#### Dataset extract ####
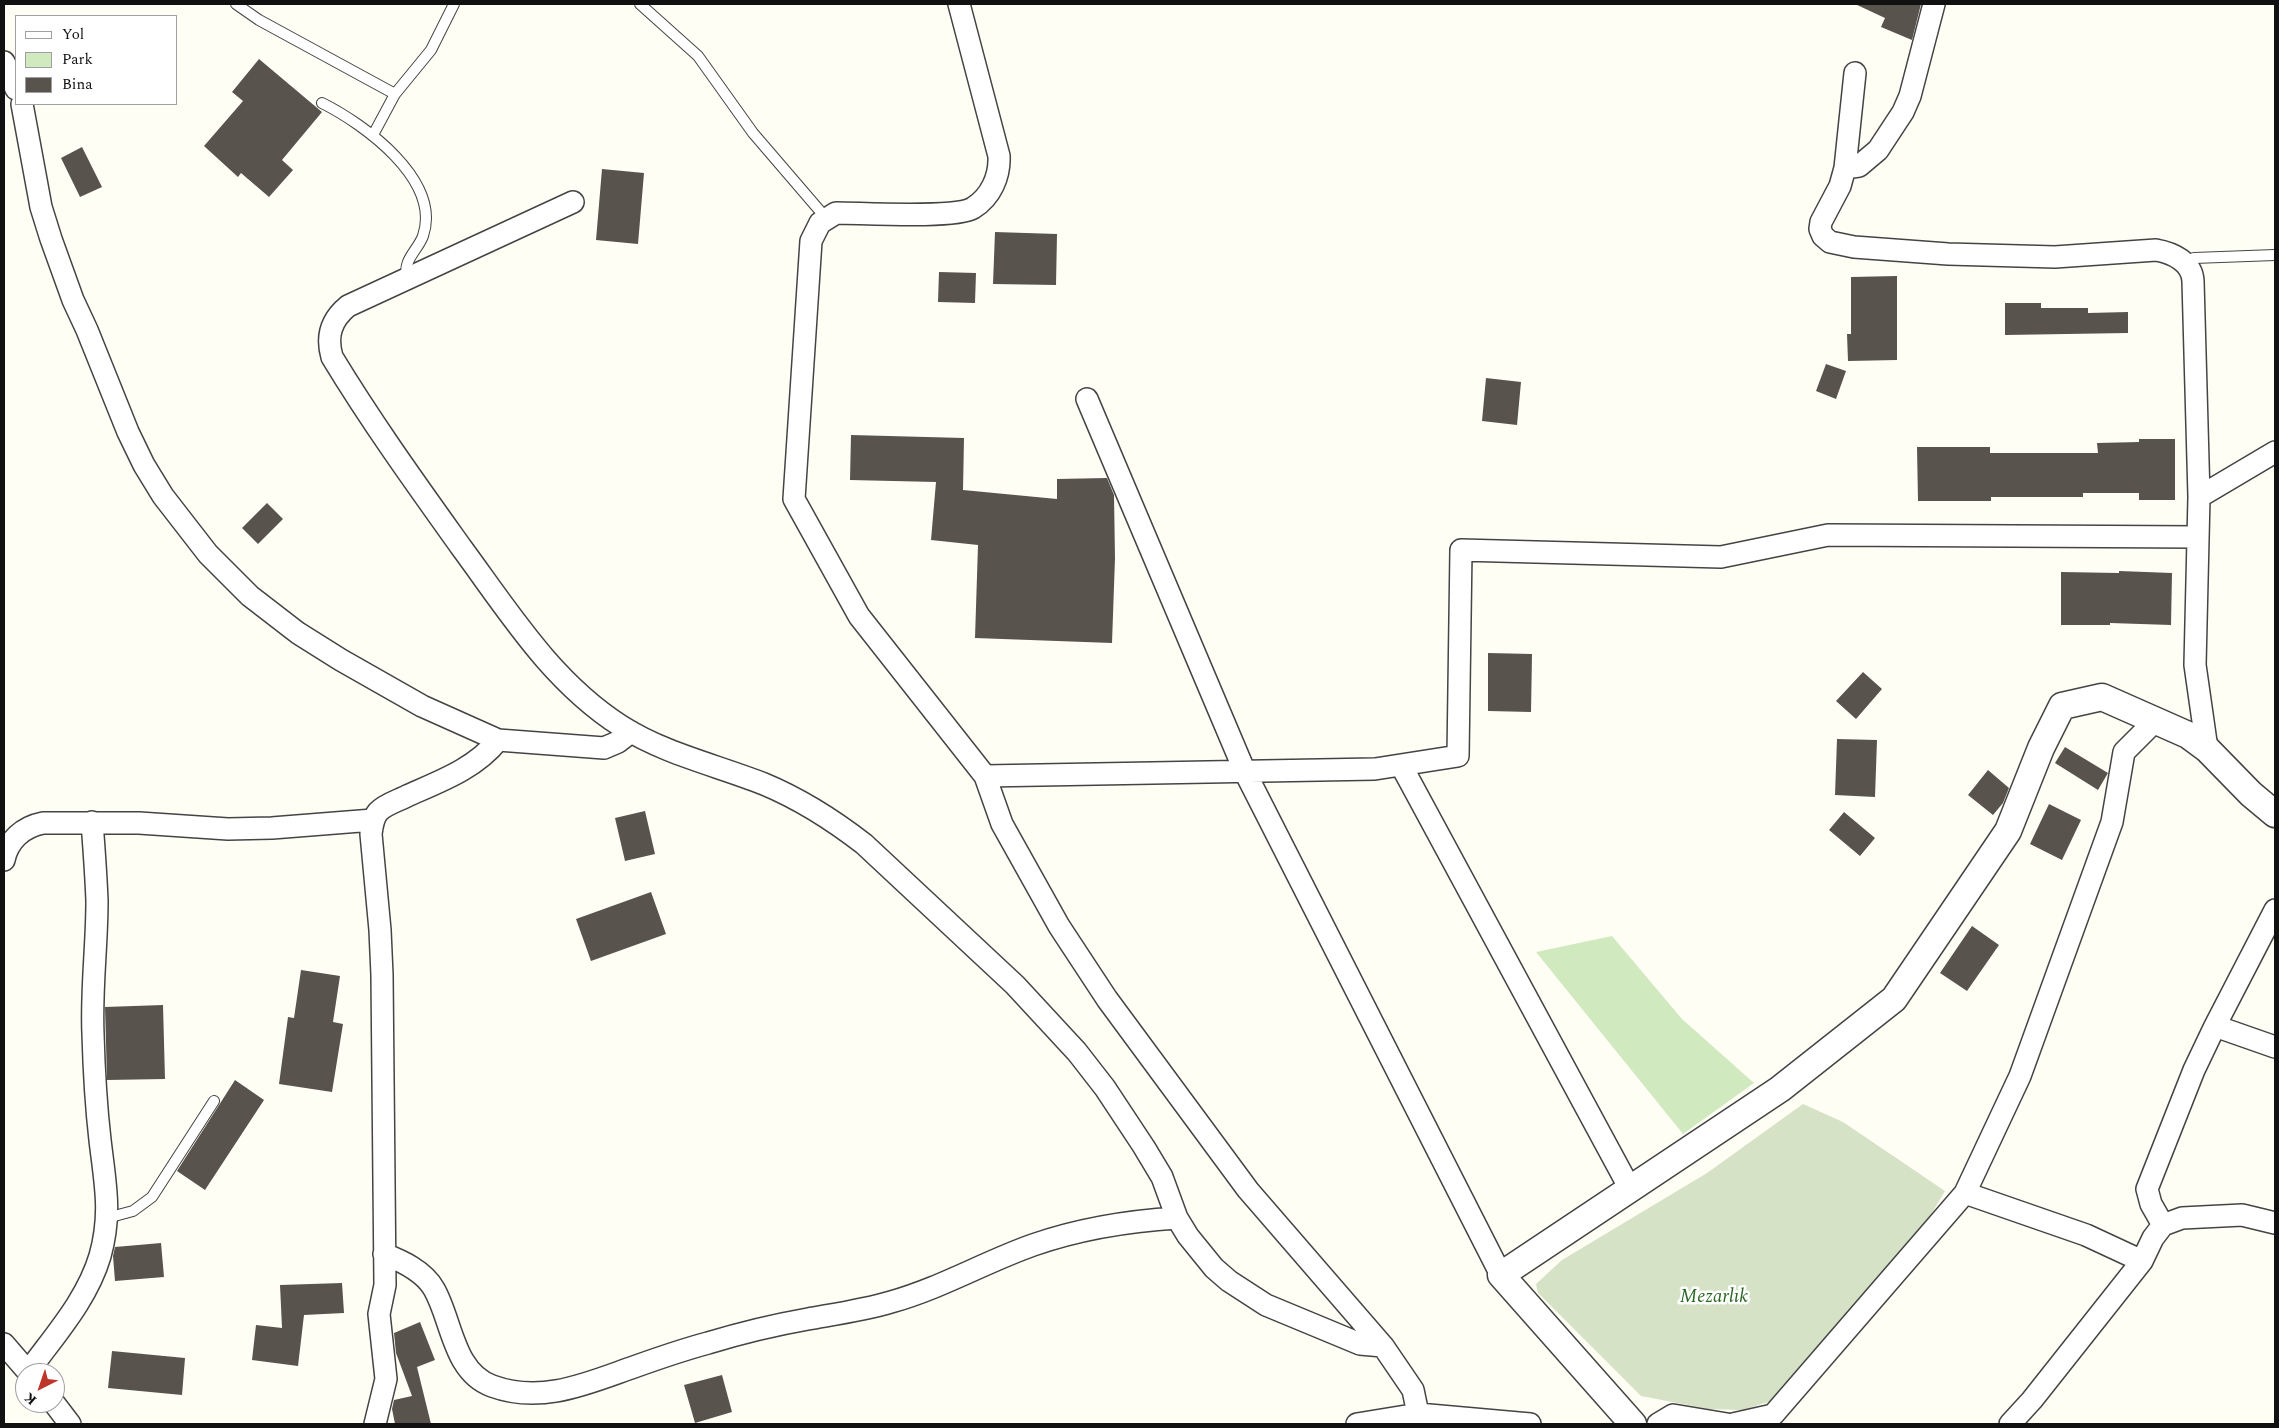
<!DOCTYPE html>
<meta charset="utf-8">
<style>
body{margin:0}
#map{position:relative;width:2279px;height:1428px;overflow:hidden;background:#fffef5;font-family:Spectral,serif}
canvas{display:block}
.frame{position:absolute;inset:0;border:5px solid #111;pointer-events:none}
.legend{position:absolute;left:15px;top:15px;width:162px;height:90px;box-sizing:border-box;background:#fff;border:1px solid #a0a0a0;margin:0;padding:6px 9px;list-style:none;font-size:15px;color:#111}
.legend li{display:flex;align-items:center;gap:10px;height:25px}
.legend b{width:25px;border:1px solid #a0a0a0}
.north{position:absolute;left:15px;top:1363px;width:50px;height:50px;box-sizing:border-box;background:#fff;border:1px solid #a0a0a0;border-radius:50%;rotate:221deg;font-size:14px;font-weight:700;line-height:20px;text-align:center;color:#111}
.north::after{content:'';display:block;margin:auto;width:18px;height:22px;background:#bd362c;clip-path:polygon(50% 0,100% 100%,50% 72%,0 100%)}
</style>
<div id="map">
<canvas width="2279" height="1428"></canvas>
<div class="frame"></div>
<ul class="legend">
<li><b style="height:6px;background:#fff"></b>Yol</li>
<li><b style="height:14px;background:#d0e9bf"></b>Park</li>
<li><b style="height:14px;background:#59534d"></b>Bina</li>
</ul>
<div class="north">K</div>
</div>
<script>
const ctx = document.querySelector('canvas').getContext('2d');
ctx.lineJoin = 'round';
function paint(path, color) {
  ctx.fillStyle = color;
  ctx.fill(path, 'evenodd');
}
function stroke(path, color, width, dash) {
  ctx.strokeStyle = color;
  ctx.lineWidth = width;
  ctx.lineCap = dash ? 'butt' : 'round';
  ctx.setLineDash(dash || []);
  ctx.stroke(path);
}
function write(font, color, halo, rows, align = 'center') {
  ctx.font = font + ' Spectral,serif';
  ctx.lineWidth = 5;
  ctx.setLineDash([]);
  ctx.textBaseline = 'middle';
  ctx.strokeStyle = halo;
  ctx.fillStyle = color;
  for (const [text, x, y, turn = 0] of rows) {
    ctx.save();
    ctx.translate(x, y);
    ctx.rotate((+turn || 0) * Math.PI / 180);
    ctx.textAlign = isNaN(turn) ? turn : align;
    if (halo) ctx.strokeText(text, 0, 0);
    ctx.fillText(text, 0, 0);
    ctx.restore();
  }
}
paint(new Path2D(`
 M 1612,936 L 1682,1019 L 1754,1083 L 1683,1134 L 1536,952 Z`), '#d0e9bf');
paint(new Path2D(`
 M 1803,1104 L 1843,1122 L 1945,1191 L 1929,1218 L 1771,1401 L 1743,1410 L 1709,1409 L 1641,1396 L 1538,1293 L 1536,1284 L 1562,1260 L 1707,1173 Z`), '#d5e2c5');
paint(new Path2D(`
 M 1855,4 L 1921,4 L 1912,40 L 1881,27 L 1885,18 Z
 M 259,59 L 322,112 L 282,160 L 293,170 L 269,197 L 241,173 L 238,177 L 204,146 L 243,101 L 232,92 Z
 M 82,147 L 102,187 L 80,197 L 61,158 Z
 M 602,169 L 644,173 L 638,244 L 596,240 Z
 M 995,232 L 1057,234 L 1056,285 L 993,284 Z
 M 939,272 L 976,273 L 975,303 L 938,302 Z
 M 1897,276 L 1897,360 L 1848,361 L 1847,334 L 1851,334 L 1851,277 Z
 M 2005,303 L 2041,303 L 2041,308 L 2088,308 L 2088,313 L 2128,312 L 2128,333 L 2005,335 Z
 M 1826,364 L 1846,371 L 1836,399 L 1816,391 Z
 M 1486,378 L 1521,382 L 1517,425 L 1482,421 Z
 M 851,435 L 964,438 L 963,490 L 1057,499 L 1057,479 L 1107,478 L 1114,495 L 1115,558 L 1112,643 L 975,638 L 978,545 L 931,540 L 936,482 L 850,480 Z
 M 2139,439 L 2175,439 L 2175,500 L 2139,500 L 2139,493 L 2083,493 L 2083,497 L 1991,497 L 1991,501 L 1918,501 L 1917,447 L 1990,447 L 1990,453 L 2098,453 L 2097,443 L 2139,442 Z
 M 267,503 L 283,519 L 258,544 L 242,528 Z
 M 2119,571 L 2172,573 L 2171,625 L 2110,623 L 2110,625 L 2061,625 L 2061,572 L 2119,573 Z
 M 1488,653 L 1532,654 L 1531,712 L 1488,711 Z
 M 1863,672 L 1882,689 L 1856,719 L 1836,701 Z
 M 1837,739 L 1877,740 L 1875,797 L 1835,795 Z
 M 2065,747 L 2108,773 L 2098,790 L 2055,763 Z
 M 1988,770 L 2009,788 L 2003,803 L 1993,815 L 1968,795 Z
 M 2049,804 L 2081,820 L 2062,860 L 2030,844 Z
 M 645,811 L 655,854 L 625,861 L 615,818 Z
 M 1844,812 L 1875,838 L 1860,856 L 1829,830 Z
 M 651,892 L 666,934 L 591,961 L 576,919 Z
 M 1972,926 L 1999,945 L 1967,991 L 1940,973 Z
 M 301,970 L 340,976 L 333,1022 L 343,1024 L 332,1092 L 279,1084 L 288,1017 L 294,1018 Z
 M 163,1005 L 165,1079 L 107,1080 L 105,1007 Z
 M 235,1080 L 264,1100 L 205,1190 L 177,1171 Z
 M 161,1243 L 164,1277 L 115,1281 L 113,1256 L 115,1247 Z
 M 342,1283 L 344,1313 L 304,1315 L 298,1366 L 252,1360 L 256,1325 L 282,1328 L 280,1285 Z
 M 420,1322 L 435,1360 L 417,1367 L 431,1424 L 395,1424 L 392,1409 L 394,1400 L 412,1396 L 396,1353 L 394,1333 Z
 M 112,1351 L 185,1358 L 182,1395 L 108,1388 Z
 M 722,1375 L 732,1412 L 695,1423 L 684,1385 Z`), '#59534d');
const service = new Path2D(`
 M 236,4 L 259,20 L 395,94
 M 640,4 L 698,56 L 753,133 L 826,218
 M 322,103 C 364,124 442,180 423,236 C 418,250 401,262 408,277
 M 373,135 L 395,94 L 431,50 L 454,4
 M 2184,262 L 2194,258 L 2275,255
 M 107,1218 L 133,1211 L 152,1197 L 214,1101`);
const minor = new Path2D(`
 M 959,4 L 999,156 C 1000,176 991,197 973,208 C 954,219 862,213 836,213 L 820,223 L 811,241 L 794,499 L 859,616 L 985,776
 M 4,62 L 16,89
 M 1855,73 L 1845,168 L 1840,186 L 1821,222 L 1820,229 L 1823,236 L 1830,242 L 1854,247 L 1948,254 L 2055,257 L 2156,250 C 2173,253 2192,262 2193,281 L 2199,497 L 2195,665 L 2207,749
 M 22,104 L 41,207 L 51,239 L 73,300 L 87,330 L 128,432 L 144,465 L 163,496 L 208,554 L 250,596 L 298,633 L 341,660 L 422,706 L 498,740 L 604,748 L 618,742 L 631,732
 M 1845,168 L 1859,166 L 1878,150 L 1903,112 L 1910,96 L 1934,4
 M 573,202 L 348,306 C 331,320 326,336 332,357 C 372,423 416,484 461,547 C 509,612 551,681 621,726 C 665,754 716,765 764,784 C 800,799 833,820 864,844 L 1015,985 L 1077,1052 L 1105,1088 L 1144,1147 L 1162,1177 L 1177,1218 L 1188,1236 L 1214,1268 L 1229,1281 L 1266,1305 L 1360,1344 L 1383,1346
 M 1087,399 L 1245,772 L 1501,1275
 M 2199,497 L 2275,452
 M 1401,765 L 1629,1187
 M 4,860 C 8,840 23,827 43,823 L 139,823 L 228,829 L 272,828 L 373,820
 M 2215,1026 L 2275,1047
 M 1965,1193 L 2086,1235 L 2142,1261
 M 2163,1225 L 2151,1204 L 2147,1189 L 2194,1070 L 2215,1026 L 2275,910
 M 384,1254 C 402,1261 424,1271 434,1289 C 452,1320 453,1372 492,1386 C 541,1404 586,1384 631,1368 C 656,1359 682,1350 708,1343 C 741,1333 774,1325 808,1319 C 836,1314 864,1310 891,1302 C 941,1288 985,1262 1033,1245 C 1079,1229 1128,1221 1177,1218
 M 4,1344 L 29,1373
 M 28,1372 C 54,1336 87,1300 100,1256 C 112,1213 105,1183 100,1140 C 96,1105 94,1070 93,1034 C 91,990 97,946 97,901 C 96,875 94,848 92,822
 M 54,1403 L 70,1424
 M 375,1424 L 386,1379 L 379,1314 L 385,1285 L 382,975 L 380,930 L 371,834 C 372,826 373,818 378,812 C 385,804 400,800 409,795 C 441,781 476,768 498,740
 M 1357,1424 L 1418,1414
 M 1530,1424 L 1418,1414 L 1413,1390 L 1383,1346 L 1248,1190 L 1107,999 L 1059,926 L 1002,824 L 985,776 L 1375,769 L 1458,756 L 1461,550 L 1721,557 L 1828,535 L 2198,537
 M 1658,1424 L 1673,1415 L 1727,1424
 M 1733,1424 L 1773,1415 L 1965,1193 L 2020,1076 L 2112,822 L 2124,752 L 2155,721
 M 2010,1424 L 2032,1400 L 2142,1261 L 2153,1238 L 2163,1225 L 2182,1218 L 2242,1215 L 2275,1223`);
const tertiary = new Path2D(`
 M 1633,1424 L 1501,1275 L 1780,1089 L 1894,999 L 2008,831 L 2041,748 L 2062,706 L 2102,697 L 2188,735 L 2207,749 L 2251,794 L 2275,814`);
stroke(service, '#444', 12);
stroke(minor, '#444', 24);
stroke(tertiary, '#444', 29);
stroke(service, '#fff', 10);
stroke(minor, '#fff', 21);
stroke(tertiary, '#fff', 26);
write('italic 19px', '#296722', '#fff', [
 ["Mezarlık",1714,1298]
]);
</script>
####
:: Exercise goal ::
Reproduce the data above line for line, from its first line through the line containing "ctx.lineCap = dash ? 'butt' : 'round';", both ends included, with the pictures omitted and nothing more.

:: Answer for this exercise ::
<!DOCTYPE html>
<meta charset="utf-8">
<style>
body{margin:0}
#map{position:relative;width:2279px;height:1428px;overflow:hidden;background:#fffef5;font-family:Spectral,serif}
canvas{display:block}
.frame{position:absolute;inset:0;border:5px solid #111;pointer-events:none}
.legend{position:absolute;left:15px;top:15px;width:162px;height:90px;box-sizing:border-box;background:#fff;border:1px solid #a0a0a0;margin:0;padding:6px 9px;list-style:none;font-size:15px;color:#111}
.legend li{display:flex;align-items:center;gap:10px;height:25px}
.legend b{width:25px;border:1px solid #a0a0a0}
.north{position:absolute;left:15px;top:1363px;width:50px;height:50px;box-sizing:border-box;background:#fff;border:1px solid #a0a0a0;border-radius:50%;rotate:221deg;font-size:14px;font-weight:700;line-height:20px;text-align:center;color:#111}
.north::after{content:'';display:block;margin:auto;width:18px;height:22px;background:#bd362c;clip-path:polygon(50% 0,100% 100%,50% 72%,0 100%)}
</style>
<div id="map">
<canvas width="2279" height="1428"></canvas>
<div class="frame"></div>
<ul class="legend">
<li><b style="height:6px;background:#fff"></b>Yol</li>
<li><b style="height:14px;background:#d0e9bf"></b>Park</li>
<li><b style="height:14px;background:#59534d"></b>Bina</li>
</ul>
<div class="north">K</div>
</div>
<script>
const ctx = document.querySelector('canvas').getContext('2d');
ctx.lineJoin = 'round';
function paint(path, color) {
  ctx.fillStyle = color;
  ctx.fill(path, 'evenodd');
}
function stroke(path, color, width, dash) {
  ctx.strokeStyle = color;
  ctx.lineWidth = width;
  ctx.lineCap = dash ? 'butt' : 'round';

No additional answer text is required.